Now, we find \( \frac{dy}{dx} \):

\[ \frac{dy}{dx} = \frac{\frac{dy}{d\theta}}{\frac{dx}{d\theta}} = \frac{\cos\theta}{\frac{\cos^2\theta}{\sin\theta}} = \frac{\sin\theta}{\cos\theta} = \tan\theta \]

We want to find when \( \frac{dy}{dx} = 0 \), so we need to solve \( \tan\theta = 0 \).

\[ \tan\theta = 0 \]

\(\tan\theta = 0\) when \( \theta = n\pi \), where \( n \) is an integer.

However, we need to consider the domain of the original parametric equations. Since \( \log\left(\tan\frac{\theta}{2}\right) \) is defined, we must have \( \tan\frac{\theta}{2} > 0 \). This means that:

\[ 0 < \frac{\theta}{2} < \frac{\pi}{2} \quad \text{or} \quad \pi < \frac{\theta}{2} < \frac{3\pi}{2}, \quad \text{etc.} \]

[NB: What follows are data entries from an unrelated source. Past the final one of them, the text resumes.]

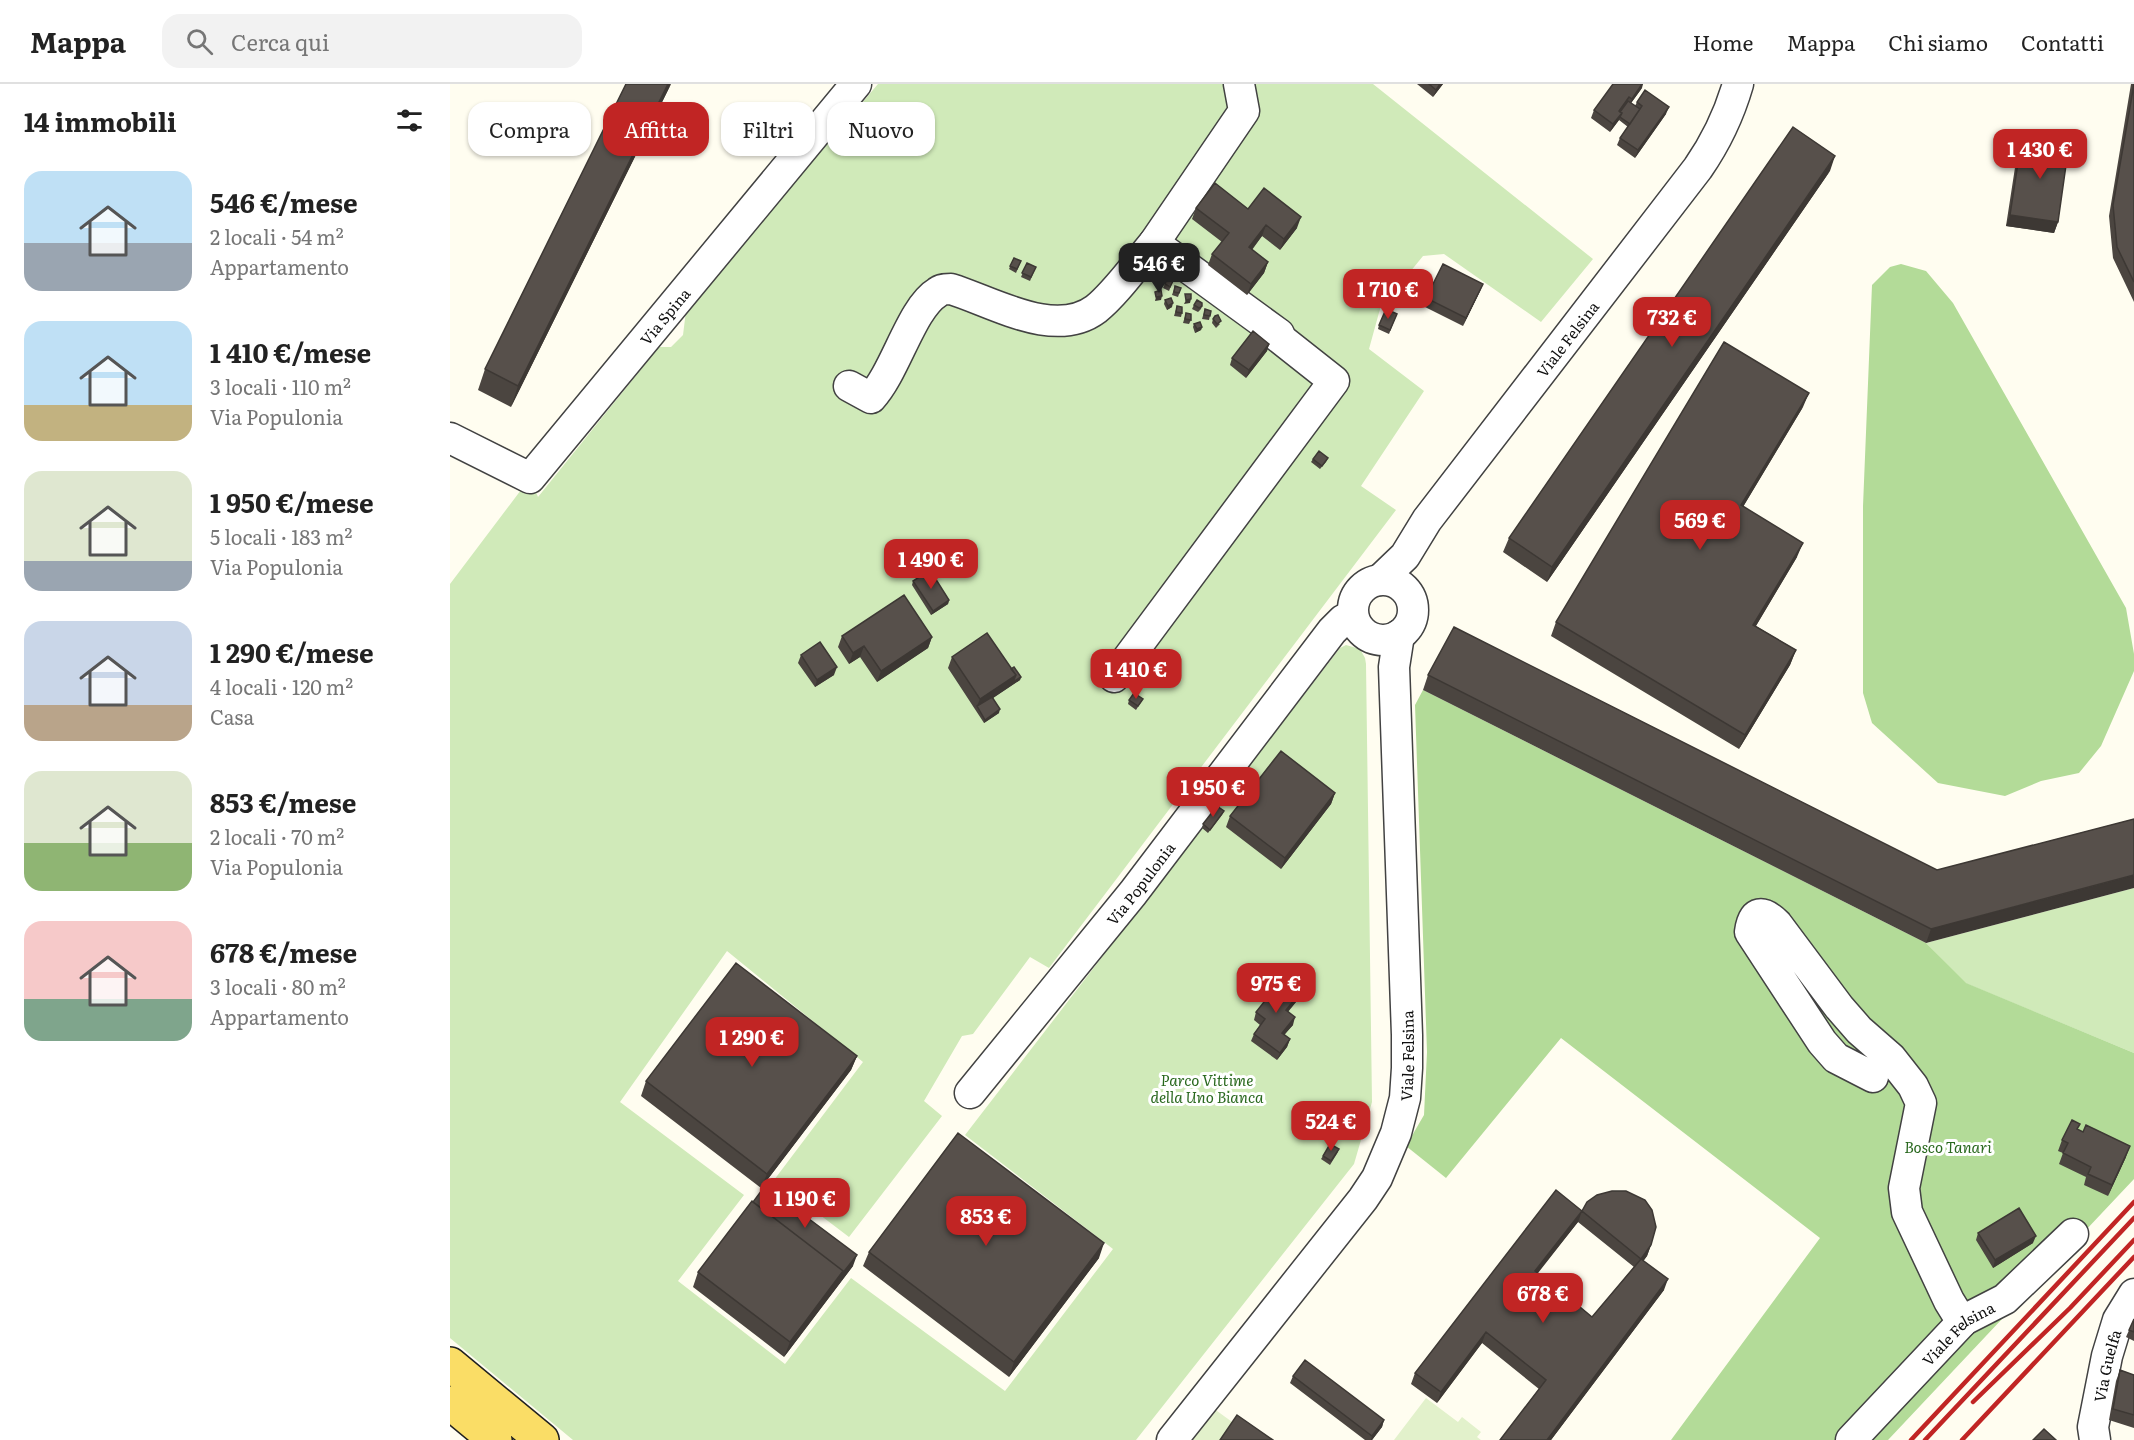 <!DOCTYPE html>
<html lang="it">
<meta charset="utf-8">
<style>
:root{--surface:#fff;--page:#f2f2f2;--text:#222;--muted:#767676;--line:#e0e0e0;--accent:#c12524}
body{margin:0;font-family:Literata,serif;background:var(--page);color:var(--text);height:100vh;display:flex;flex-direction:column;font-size:22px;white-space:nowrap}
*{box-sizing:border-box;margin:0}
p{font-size:20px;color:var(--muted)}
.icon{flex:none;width:33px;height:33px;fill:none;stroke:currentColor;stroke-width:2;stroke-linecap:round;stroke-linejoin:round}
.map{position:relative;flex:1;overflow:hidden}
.drawer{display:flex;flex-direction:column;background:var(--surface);width:450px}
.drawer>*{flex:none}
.top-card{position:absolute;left:18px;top:18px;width:570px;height:54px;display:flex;gap:12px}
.price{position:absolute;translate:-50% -51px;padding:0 14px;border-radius:12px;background:var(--accent);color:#fff;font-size:20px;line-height:39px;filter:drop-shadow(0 2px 3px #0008)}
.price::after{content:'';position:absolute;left:50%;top:36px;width:18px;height:14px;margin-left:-9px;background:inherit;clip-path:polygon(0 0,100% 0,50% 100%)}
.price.active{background:#222;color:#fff}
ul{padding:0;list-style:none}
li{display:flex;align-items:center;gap:18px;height:150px;padding:0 24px}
li span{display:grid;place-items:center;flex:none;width:168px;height:120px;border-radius:18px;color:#555}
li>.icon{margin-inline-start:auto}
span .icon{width:72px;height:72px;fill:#fffc;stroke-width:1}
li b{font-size:26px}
h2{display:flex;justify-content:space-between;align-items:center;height:72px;padding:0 24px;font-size:26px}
.tag{padding:0 21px;border-radius:18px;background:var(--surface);box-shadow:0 2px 4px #0004;font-size:21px;line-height:54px}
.tag.active{background:var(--accent);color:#fff}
header{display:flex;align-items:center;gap:36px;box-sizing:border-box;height:84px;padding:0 30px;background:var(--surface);border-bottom:2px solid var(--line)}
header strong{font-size:28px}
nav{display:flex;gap:33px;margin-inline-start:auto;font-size:21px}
.search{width:420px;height:54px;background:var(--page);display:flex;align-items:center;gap:15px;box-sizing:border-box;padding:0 21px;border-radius:18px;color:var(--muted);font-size:22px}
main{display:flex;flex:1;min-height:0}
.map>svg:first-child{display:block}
.green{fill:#d0eab9}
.forest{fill:#b3db98}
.pitch{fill:#e2f1cb}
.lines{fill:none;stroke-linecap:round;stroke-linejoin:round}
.minor-casing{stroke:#424242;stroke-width:33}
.major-casing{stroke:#202020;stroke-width:36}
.minor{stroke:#fff;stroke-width:30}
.major{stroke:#fadd66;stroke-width:33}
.rail{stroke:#c12524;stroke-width:4.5}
.wall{fill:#4b4540;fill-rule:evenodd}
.shaded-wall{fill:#3d3834}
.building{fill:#57504b;stroke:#3d3834;stroke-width:1.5}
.labels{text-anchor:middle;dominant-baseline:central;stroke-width:6;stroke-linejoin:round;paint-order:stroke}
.street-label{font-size:15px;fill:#0f0f0f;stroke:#fff}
.park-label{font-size:15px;font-style:italic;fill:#29681e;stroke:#fff}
</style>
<header>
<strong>Mappa</strong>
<div class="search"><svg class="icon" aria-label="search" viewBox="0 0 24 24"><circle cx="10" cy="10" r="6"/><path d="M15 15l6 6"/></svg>Cerca qui</div>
<nav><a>Home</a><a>Mappa</a><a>Chi siamo</a><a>Contatti</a></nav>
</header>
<main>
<section class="drawer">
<h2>14 immobili<svg class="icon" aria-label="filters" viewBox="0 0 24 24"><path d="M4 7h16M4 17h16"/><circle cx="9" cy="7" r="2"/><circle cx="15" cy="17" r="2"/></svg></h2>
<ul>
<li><span style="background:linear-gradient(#bfe0f5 60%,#9aa5b1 0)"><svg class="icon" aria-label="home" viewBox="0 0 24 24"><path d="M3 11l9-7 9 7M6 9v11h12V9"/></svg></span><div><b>546 €/mese</b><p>2 locali · 54 m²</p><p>Appartamento</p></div></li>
<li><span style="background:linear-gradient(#bfe0f5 70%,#c2b280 0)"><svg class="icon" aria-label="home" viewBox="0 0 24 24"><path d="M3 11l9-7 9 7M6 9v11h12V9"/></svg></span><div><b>1 410 €/mese</b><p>3 locali · 110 m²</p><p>Via Populonia</p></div></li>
<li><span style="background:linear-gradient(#dfe7d0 75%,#9aa5b1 0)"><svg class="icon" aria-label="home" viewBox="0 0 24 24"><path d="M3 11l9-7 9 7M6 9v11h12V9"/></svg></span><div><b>1 950 €/mese</b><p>5 locali · 183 m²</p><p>Via Populonia</p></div></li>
<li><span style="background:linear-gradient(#c9d6e8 70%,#b9a48a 0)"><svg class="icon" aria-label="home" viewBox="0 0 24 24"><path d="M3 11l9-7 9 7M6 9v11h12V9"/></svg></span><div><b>1 290 €/mese</b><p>4 locali · 120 m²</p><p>Casa</p></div></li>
<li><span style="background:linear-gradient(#dfe7d0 60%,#8fb573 0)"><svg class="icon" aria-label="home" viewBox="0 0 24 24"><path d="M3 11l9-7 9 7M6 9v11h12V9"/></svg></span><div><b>853 €/mese</b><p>2 locali · 70 m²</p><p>Via Populonia</p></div></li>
<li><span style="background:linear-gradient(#f6c9c9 65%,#7fa58c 0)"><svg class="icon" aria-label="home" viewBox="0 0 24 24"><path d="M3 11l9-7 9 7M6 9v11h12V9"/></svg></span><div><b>678 €/mese</b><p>3 locali · 80 m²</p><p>Appartamento</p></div></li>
</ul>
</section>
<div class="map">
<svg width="1684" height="1356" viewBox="0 0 1684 1356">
<rect width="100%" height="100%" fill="#fffdf0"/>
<!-- green -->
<path class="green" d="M428,0H923L1143,175L1091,238L994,170L973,172L930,225L919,265L974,307L911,402L946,426L599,884L580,873L523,950L512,952L474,1017L492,1032L399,1153L324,1096L413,978L277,867L170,1018L294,1111L228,1197L335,1280L401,1194L555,1307L663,1165L515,1051L890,564L896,561L910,565L915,574L916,580L922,1018L904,1080L686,1356H123L0,1254V500L80,394L88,413L209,263H221L233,251L236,227Z
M1684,804V969L1515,899L1476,859Z"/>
<!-- forest -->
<path class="forest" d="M1451,180L1476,187L1503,219L1676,524L1684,570V587L1651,662L1629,689L1591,697L1555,712L1488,699L1422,639L1413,609V422L1422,201L1440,183Z
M973,606L1476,859L1516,899L1684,969V1095L1438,1356H1221L1370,1154L1111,954L996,1094L956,1062L974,1031L977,968L965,621Z"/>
<!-- pitch -->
<path class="pitch" d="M976,1314L1008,1338L1012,1333L1031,1348L1027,1353L1031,1356H944Z
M756,1319L807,1356H728Z"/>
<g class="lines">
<!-- minor casing -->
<g class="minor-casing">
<g id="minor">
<path d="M704,159L794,27L789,0"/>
<path d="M399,302L421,314C446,287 461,224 488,208C491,205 497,205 501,205C543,218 605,256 646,225C666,209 687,179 704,159L829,250"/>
<path id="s1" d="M0,354L80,394L406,0"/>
<path id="s2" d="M930,496L955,472L977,436L1248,84C1266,58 1279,31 1288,0"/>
<circle cx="933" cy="526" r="30"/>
<path d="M664,593L884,297L827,252"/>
<path d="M1423,993L1386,974L1372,958L1300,848C1303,826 1313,826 1327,840L1389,923L1409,946L1441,974L1463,1002L1471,1019L1454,1104L1457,1128L1499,1217L1512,1238"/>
<path id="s3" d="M520,1009L683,809L882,547L893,536L903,532"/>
<path id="s4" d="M722,1356L913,1115L927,1094L946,1049L955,1014L957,984V951L944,583L949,551"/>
<path id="s5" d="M1401,1356L1514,1236L1555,1215L1623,1150"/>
<path id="s6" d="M1645,1356L1643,1343L1657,1272L1668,1236L1684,1210"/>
</g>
</g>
<!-- major casing -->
<g class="major-casing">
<path id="major" d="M0,1280L92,1356
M0,1319L45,1356"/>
</g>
<!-- minor -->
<use href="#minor" class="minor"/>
<!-- major -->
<use href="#major" class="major"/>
<!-- rail -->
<path class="rail" d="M1523,1318L1620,1224L1684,1156
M1461,1356L1684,1118
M1475,1356L1684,1134
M1512,1356L1684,1173"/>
</g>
<!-- wall -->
<path class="wall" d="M221,0L61,323L28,306L35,285Z
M967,0H993L983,13Z
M1681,0H1684V218L1663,174L1659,132Z
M1192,4L1181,19L1185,22L1187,18L1216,30L1185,74L1167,61L1170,54L1178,43L1169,36L1160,48L1141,34L1144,26Z
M1572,53L1608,138L1604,149L1556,142L1568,64Z
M1380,87L1097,498L1053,468L1059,454Z
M746,124L798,125L847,144L830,166L812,152L802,166L818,178L814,189L797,211L758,181L762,170L772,158L742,135Z
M564,174L571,177L566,189L559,185Z
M577,179L586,183L580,197L571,193Z
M717,195L723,197L719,207L713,204Z
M1033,200L1030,207L1013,242L973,222L976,214Z
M725,202L731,204L728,213L722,211Z
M715,216L722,223L717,226L714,220Z
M744,221L752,222L751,225L748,228L742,225Z
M727,222L732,229L731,233L724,232Z
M755,225L761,227L759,236L752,235Z
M736,229L741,236L739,240L733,239Z
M947,230L939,250L928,245L929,241Z
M763,235L770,240L766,244L762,239Z
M744,240L752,243L751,246L745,249L743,243Z
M819,260L817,267L796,294L780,281L782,274Z
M1353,323L1293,423L1347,473L1306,542L1346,566L1340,581L1289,665L1101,552L1106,538Z
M878,374L876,378L870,385L861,378L863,375Z
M463,497L499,516L498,520L481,531L462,501Z
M392,552L482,553L478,564L427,598L410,573L399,580L388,563Z
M351,571L384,591L365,603L348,579Z
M502,573L561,585L571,593L570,596L543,614L549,629L534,639L498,584Z
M978,591L1487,786L1684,735L1476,859L973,606Z
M693,615L686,626L678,620L679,616Z
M885,709L881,720L831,785L776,743L780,732Z
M774,727L772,731L758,749L752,744L753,740Z
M810,907L846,918L838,928L843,941L834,950L840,955L837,963L827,976L801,957L804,950L810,941L804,936L806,928L814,919L807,914Z
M407,972L401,986L311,1104L191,1012L196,997Z
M1628,1046L1676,1073L1658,1112L1634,1101L1636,1093L1609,1080L1613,1069L1608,1067L1612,1056Z
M888,1068L880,1081L871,1075L873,1072Z
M1132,1127L1201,1161L1197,1172L1193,1177L1214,1206L1101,1356H1050L1089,1305L1032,1259L987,1319L961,1300L965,1289ZM1128,1138L1184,1183L1142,1233L1087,1189Z
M1528,1149L1583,1159L1543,1184L1526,1156Z
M419,1168L649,1174L559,1293L413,1182Z
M403,1182L334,1273L243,1203L248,1188Z
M1684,1235V1257L1676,1253Z
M1670,1286L1684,1291V1344L1659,1336L1666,1297Z
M843,1292L934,1336L932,1343L922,1356H915L840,1299Z"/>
<!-- shaded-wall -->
<path class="shaded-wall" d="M218,0H221L61,323L68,302Z
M990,0H993L983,13L986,6Z
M1192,0H1193L1192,4L1179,22L1182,15Z
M1219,23L1216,30L1185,74L1188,66Z
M1172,29L1169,36L1160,48L1163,40Z
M1385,72L1380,87L1097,498L1102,483Z
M1560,131L1608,138L1604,149L1556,142Z
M851,133L847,144L830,166L834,155Z
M816,141L812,152L795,174L799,163Z
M818,178L814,189L797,211L801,200Z
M1033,200L1030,207L1013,242L1016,234Z
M712,212L711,216L705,217L706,213Z
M741,215L740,219L734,220L736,216Z
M723,219L722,223L717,226L718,222Z
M752,243L751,246L745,249L747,245Z
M819,260L817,267L796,294L799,286Z
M1359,309L1353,323L1285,436L1291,421Z
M1353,459L1347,473L1298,555L1303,541Z
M499,516L498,520L481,531L483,527Z
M482,553L478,564L427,598L431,587Z
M414,562L410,573L399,580L403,569Z
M1346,566L1340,581L1289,665L1295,651Z
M387,583L384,591L365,603L367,596Z
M566,591L571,593L570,596L528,624L527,622L530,615Z
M550,625L549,629L534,639L535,636Z
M885,709L881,720L831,785L835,774Z
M1684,791V804L1476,859L1481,845Z
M848,911L846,918L833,933L836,926Z
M845,933L843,941L830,956L832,949Z
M840,955L837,963L827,976L830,969Z
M407,972L401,986L311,1104L317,1090Z
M1680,1062L1676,1073L1658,1112L1662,1101Z
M1132,1127L1128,1138L1081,1198L1085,1187Z
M1586,1152L1583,1159L1543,1184L1545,1176Z
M654,1159L649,1174L559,1293L564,1278Z
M1201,1161L1197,1172L1187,1186L1191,1175Z
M407,1171L403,1182L334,1273L340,1258L393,1187Z
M1218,1195L1214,1206L1101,1356H1097Z
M1036,1248L1032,1259L987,1319L991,1308Z
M934,1336L932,1343L922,1356H921L922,1352Z"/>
<!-- building -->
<path class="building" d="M176,0H218L68,302L35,285Z
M979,0H990L986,6Z
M1163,0H1192L1182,15L1179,13L1169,27L1172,29L1163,40L1144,26Z
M1684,0V198L1667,163L1663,121Z
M1195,6L1219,23L1188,66L1170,54L1192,22L1187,18Z
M1178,17L1190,25L1180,40L1170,33L1172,29L1170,28Z
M1343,43L1385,72L1102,483L1059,454Z
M1572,53L1619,60L1608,138L1560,131Z
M765,99L798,125L814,104L851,133L834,155L816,141L799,163L818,178L801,200L762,170L779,149L746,124Z
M564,174L571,177L567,185L560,182Z
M577,179L586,183L581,193L572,189Z
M993,180L1033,200L1016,234L976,214Z
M717,195L723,197L720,203L715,200Z
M725,202L731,204L729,209L724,208Z
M711,206L712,212L706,213L705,208Z
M735,210H741V215L736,216Z
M721,214L723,219L718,222L715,216Z
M747,216L752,219V222L749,224L744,221Z
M727,222L732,223V229L726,228Z
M755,225L761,227L760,232L754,231Z
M936,225L947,230L940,246L929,241Z
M736,229L741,230V236L735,235Z
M768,231L771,237L767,240L763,235L765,232Z
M750,238L752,243L747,245L744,240Z
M803,247L819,260L799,286L782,274Z
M1274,258L1359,309L1291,421L1353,459L1303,541L1346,566L1295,651L1106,538Z
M869,367L878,374L872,382L863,375Z
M480,486L499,516L483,527L463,497Z
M454,511L482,553L431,587L414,562L403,569L392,552Z
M1004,543L1487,786L1684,735V791L1481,845L978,591Z
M537,549L566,591L530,615L502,573Z
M370,558L387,583L367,596L351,571Z
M564,583L571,593L563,598L566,591L561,585Z
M684,609L693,615L688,622L679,616Z
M542,613L550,625L535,636L527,622Z
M831,667L885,709L835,774L780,732Z
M767,722L774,727L760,746L753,740Z
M286,879L407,972L317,1090L196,997Z
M821,891L848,911L836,926L845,933L832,949L840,955L830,969L804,950L815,935L806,928L818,913L810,907Z
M1622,1036L1630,1040L1627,1045L1633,1048L1636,1041L1680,1062L1662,1101L1638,1090L1641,1083L1613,1069L1618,1059L1612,1056Z
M508,1049L654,1159L564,1278L419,1168Z
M880,1060L889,1065L881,1077L873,1072Z
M315,1102L407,1171L392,1190L393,1187L303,1118Z
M1106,1106L1132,1127L1085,1187L1124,1218L1142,1233L1191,1175L1218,1195L1097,1356H1050L1096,1296L1036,1248L991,1308L965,1289Z
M1162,1107H1176L1195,1116L1202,1126L1206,1143L1201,1161L1191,1175L1132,1127L1137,1118L1147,1111Z
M302,1117L393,1187L340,1258L248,1188Z
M1569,1124L1586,1152L1545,1176L1528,1149Z
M1684,1235V1248L1679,1246Z
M855,1276L934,1336L922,1352L843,1292Z
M1670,1286L1684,1291V1331L1663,1325Z
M787,1331L823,1356H770Z
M1594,1345L1606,1356H1583Z"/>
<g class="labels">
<!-- street labels -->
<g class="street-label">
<text stroke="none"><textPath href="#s1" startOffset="300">Via Spina</textPath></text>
<text stroke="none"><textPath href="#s2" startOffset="306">Viale Felsina</textPath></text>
<text stroke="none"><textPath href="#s3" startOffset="270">Via Populonia</textPath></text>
<text stroke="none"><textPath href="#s4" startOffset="460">Viale Felsina</textPath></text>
<text stroke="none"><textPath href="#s5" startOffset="152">Viale Felsina</textPath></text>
<text stroke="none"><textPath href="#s6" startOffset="76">Via Guelfa</textPath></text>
</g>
<!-- park labels -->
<g class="park-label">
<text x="757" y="995">Parco Vittime<tspan x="757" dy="17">della Uno Bianca</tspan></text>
<text x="1498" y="1062">Bosco Tanari</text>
</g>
</g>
</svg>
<b class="price" style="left:1590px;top:96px">1 430 €</b>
<b class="price active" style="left:709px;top:210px">546 €</b>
<b class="price" style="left:938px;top:236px">1 710 €</b>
<b class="price" style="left:1222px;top:264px">732 €</b>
<b class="price" style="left:1250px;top:467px">569 €</b>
<b class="price" style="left:481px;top:506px">1 490 €</b>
<b class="price" style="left:686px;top:616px">1 410 €</b>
<b class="price" style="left:763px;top:734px">1 950 €</b>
<b class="price" style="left:826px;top:930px">975 €</b>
<b class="price" style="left:302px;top:984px">1 290 €</b>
<b class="price" style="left:881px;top:1068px">524 €</b>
<b class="price" style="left:355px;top:1145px">1 190 €</b>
<b class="price" style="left:536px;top:1163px">853 €</b>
<b class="price" style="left:1093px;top:1240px">678 €</b>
<div class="top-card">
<a class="tag">Compra</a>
<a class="tag active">Affitta</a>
<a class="tag">Filtri</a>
<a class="tag">Nuovo</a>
</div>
</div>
</main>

Thus, \( 2n\pi < \theta < (2n+1)\pi \), where \( n \) is an integer.

Therefore, the values of \( \theta \) for which \( \frac{dy}{dx} = 0 \) are given by \( \theta = n\pi \), \( n \in \mathbb{Z} \), with the additional constraint that \( 2n\pi < \theta < (2n+1)\pi \).